Rechtzeitig zum zehnjährigen Bestehen des Brauerei-Gasthauses Lohhof wurde ein Wintergarten an die Frontseite des Lokals angebaut. Der gläserne Vorbau wertet nicht nur die Optik erheblich auf, er verdoppelt mit 70 Sitzplätzen auch nahezu die Kapazitäten des Wirtshauses mit bisher 90 Plätzen.
Damit hat pünktlich zum Jubiläum die zehnjährige Rundumerneuerung des Traditionshauses einen vorläufigen Abschluss gefunden. Seit der einstige Bahnwirt vor zehn Jahren zum Flaggschiff der Haimhausener Schlossbrauerei erkoren wurde, wurde die Gaststube erneuert, die Fremdenzimmer modernisiert, ein eigener Hotelkomplex dazu gebaut, ein Biergarten erschlossen – und eben jetzt der Wintergarten angebaut.
Kuriose Ironie der Geschichte: Während dieses Vorzeigehaus der Brauerei zehn Jahre ungetrübt floriert, hat fast auf den Tag genau zehn Jahre nach dem Startsignal die „Mutter“ geschlossen, die Brauerei Haimhausen wurde nach über 400 Jahren zugesperrt. Zum Start in die nächste Dekade wird im Brauerei-Gasthaus Lohhof jetzt Weihenstephaner Bier aus Freising ausgeschenkt.
Als Monika und Marcus Haniel von Haimhausen 2010 die Schlossbrauerei im jahrzehntelangen Familienbesitz übernahmen, gehörte zur Strategie, eine der 15 Gaststätten der Brauerei im Großraum München zu einer zentralen Brauerei-Gaststätte auszubauen.

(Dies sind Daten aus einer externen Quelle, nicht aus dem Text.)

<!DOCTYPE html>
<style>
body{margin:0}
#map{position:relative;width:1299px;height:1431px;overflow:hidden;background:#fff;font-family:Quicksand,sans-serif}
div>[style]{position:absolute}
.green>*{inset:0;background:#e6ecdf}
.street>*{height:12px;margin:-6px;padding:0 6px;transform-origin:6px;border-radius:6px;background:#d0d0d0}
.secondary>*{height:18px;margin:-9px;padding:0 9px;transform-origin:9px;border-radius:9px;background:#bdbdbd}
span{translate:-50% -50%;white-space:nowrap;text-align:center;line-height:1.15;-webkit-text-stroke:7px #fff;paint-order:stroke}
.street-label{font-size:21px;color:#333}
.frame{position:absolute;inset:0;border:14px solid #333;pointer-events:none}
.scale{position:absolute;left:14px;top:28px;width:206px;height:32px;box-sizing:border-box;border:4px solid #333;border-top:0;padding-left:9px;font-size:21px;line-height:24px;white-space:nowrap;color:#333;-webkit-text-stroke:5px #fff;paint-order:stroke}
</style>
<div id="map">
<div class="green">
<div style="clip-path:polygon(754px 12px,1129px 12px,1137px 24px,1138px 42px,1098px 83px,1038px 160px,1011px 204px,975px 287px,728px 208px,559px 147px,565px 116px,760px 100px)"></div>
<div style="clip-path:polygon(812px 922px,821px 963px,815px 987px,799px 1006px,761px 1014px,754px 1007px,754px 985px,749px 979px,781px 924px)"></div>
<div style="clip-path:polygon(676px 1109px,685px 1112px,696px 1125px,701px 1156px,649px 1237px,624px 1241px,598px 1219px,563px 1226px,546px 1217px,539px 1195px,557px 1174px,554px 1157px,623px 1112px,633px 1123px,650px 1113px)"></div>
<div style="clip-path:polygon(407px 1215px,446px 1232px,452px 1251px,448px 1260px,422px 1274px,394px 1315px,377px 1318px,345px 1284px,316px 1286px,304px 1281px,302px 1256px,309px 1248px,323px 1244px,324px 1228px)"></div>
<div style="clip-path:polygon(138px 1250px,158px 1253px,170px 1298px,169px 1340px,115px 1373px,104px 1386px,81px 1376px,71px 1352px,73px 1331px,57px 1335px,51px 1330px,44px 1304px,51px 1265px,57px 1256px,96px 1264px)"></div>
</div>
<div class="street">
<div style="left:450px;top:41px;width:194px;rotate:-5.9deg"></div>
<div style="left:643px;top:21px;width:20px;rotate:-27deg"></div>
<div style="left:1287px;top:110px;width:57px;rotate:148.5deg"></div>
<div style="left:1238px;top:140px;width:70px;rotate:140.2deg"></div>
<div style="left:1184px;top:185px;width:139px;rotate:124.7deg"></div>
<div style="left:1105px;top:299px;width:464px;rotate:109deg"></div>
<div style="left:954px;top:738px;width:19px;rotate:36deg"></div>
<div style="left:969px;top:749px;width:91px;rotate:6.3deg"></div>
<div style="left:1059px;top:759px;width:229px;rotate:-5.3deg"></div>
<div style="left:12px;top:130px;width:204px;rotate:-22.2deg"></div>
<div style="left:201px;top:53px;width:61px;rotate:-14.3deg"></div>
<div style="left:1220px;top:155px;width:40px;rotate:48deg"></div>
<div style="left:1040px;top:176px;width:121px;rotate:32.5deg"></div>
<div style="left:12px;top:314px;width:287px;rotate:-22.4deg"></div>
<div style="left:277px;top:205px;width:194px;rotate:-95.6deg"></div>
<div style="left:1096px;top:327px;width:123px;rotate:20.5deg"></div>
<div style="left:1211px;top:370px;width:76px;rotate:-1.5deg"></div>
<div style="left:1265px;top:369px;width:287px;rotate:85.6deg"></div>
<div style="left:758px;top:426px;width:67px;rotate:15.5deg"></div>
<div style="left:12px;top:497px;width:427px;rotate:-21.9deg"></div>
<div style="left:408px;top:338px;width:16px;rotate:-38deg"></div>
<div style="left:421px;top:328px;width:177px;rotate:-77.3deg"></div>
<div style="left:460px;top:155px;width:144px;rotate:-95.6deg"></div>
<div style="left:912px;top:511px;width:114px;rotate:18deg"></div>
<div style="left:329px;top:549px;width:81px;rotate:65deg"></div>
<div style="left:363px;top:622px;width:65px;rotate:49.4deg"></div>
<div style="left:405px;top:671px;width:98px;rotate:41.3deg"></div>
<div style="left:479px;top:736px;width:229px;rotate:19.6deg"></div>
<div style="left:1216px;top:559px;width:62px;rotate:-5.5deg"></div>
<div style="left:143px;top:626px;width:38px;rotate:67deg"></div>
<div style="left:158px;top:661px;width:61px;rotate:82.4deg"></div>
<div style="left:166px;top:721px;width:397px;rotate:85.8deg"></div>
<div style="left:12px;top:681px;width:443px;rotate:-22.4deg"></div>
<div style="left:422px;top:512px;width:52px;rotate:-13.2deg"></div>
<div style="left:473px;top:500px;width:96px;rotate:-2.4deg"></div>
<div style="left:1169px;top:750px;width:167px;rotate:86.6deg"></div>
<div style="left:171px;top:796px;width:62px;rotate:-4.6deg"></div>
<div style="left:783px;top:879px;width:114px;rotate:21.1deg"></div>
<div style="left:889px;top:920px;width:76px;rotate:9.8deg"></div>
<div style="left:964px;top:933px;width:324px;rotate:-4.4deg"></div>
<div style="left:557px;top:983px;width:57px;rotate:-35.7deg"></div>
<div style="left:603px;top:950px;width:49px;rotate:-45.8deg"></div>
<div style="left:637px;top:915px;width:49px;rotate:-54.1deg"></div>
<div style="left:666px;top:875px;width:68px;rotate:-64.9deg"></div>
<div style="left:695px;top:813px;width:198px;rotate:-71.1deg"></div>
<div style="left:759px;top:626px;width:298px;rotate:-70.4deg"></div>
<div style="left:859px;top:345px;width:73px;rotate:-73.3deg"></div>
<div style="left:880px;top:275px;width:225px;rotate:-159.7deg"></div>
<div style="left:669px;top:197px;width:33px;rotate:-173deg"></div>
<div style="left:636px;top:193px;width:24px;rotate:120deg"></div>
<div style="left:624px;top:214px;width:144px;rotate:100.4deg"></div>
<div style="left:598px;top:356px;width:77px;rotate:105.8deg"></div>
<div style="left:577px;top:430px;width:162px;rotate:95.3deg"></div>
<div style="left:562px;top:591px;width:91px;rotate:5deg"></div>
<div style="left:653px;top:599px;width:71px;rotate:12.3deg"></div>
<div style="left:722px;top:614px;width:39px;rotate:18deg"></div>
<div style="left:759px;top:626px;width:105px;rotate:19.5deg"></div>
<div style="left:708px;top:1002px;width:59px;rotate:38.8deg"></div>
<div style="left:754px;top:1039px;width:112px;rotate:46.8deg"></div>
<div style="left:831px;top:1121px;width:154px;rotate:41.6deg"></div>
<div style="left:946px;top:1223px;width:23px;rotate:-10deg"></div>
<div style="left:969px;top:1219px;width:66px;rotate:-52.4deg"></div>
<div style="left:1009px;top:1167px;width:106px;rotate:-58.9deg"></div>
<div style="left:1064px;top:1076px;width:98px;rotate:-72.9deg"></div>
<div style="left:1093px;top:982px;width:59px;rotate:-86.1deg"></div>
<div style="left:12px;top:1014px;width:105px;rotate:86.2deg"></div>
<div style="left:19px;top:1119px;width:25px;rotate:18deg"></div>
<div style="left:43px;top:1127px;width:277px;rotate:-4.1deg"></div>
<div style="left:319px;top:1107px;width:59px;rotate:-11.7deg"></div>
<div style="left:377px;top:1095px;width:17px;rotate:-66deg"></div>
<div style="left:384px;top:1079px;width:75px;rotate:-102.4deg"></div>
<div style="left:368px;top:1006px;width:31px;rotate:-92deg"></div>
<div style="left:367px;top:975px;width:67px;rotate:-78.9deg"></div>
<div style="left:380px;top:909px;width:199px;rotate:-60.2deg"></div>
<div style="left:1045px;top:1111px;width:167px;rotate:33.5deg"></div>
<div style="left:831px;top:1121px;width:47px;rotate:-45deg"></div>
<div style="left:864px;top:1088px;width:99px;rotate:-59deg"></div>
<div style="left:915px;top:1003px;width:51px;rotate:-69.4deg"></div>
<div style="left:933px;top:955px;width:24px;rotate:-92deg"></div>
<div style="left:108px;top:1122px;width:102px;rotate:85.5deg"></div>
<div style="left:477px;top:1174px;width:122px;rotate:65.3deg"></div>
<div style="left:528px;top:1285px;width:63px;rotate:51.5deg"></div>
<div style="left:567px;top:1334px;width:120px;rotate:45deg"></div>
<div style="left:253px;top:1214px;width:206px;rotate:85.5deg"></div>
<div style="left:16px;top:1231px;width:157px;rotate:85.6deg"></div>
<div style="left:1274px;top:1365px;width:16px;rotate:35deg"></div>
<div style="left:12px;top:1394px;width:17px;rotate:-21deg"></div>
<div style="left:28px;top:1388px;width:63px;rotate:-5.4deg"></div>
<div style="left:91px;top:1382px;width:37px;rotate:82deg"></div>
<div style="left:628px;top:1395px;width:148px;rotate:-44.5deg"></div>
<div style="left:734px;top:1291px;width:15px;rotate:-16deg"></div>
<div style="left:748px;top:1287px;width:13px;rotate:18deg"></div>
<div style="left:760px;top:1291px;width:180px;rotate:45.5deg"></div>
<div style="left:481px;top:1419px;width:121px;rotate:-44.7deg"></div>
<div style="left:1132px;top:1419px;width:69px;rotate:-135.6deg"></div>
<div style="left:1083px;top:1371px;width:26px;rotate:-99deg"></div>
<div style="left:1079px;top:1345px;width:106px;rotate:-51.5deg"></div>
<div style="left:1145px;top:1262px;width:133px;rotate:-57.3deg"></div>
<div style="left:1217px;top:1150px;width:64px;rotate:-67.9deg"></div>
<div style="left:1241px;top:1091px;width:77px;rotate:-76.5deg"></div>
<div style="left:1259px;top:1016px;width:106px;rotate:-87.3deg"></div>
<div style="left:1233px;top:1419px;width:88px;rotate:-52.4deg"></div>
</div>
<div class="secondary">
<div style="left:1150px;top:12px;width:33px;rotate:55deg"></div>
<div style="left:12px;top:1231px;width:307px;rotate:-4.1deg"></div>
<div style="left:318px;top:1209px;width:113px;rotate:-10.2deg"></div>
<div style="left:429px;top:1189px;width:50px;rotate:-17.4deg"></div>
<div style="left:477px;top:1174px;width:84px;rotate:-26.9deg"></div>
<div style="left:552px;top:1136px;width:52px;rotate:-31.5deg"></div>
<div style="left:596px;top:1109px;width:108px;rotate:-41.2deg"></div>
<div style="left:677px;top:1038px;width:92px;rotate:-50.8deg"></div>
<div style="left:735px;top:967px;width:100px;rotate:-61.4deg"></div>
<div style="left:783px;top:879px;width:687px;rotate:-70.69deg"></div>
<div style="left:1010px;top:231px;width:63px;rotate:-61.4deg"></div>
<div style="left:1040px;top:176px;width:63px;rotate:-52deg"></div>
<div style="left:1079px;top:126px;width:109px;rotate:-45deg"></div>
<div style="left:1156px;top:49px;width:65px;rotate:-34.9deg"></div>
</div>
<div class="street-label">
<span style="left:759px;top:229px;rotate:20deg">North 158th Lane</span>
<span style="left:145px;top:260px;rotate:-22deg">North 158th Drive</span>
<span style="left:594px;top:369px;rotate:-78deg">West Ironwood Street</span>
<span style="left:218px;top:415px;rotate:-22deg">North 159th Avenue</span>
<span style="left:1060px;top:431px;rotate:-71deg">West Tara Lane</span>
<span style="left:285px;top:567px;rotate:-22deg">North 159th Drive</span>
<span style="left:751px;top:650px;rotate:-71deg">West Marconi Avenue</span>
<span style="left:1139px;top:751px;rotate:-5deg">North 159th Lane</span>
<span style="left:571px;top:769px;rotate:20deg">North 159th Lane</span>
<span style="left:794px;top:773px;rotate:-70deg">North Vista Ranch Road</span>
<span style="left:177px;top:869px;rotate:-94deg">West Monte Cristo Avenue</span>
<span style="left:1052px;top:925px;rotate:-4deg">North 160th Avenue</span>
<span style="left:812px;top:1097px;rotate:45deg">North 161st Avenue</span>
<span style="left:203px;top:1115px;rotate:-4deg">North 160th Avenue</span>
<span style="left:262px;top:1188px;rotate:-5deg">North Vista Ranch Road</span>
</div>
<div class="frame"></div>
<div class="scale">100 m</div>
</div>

Trotz zweier Wirtshäuser am Stammsitz Haimhausen und diverser in der Landeshauptstadt fiel die Wahl auf den Lohhofer Bahnwirt. „Hier war das größte Potenzial“, sagt Marcus Haniel.
Die Gaststätte gehört seit jeher der Brauerei Haimhausen. Daten zur Historie gibt es in den Akten der Brauerei nicht mehr. Ganz sicher ist das Wirtshaus erst nach dem Bau der Bahnlinie 1858 entstanden. Im Unterschleißheimer Stadtarchiv ist hinterlegt, dass der Gemeindeausschuss des Dorfes am 9. Juni 1897 dem Pächter Michael Groß „die Verleihung einer Wirtschaftsconzession mit Bahnrestauration und Fremdenbeherbergung für Lohhof befürwortet“ habe.
Das könnte der Beginn der Gaststätte gewesen sein, theoretisch aber auch nur ein Pächterwechsel und die vorherigen Gestattungen wären nicht erhalten. Jedenfalls zeigte sich der Gemeindeausschuss angetan und bestätigte amtlich, „daß die Lokalitäten zum Betrieb in jeder Beziehung sehr geeignet erscheinen und daß die erforderlichen Räumlichkeiten und Abort und Pissoir in entsprechender Weise vorhanden sind“.
Vor der Verlegung der Bundesstraße B13 aus dem Ort lag der Bahnwirt maximal zentral am Bahnhof Lohhof und an der Bahnschranke der vielbefahrenen Bundesstraße, nebenan war eine Tankstelle.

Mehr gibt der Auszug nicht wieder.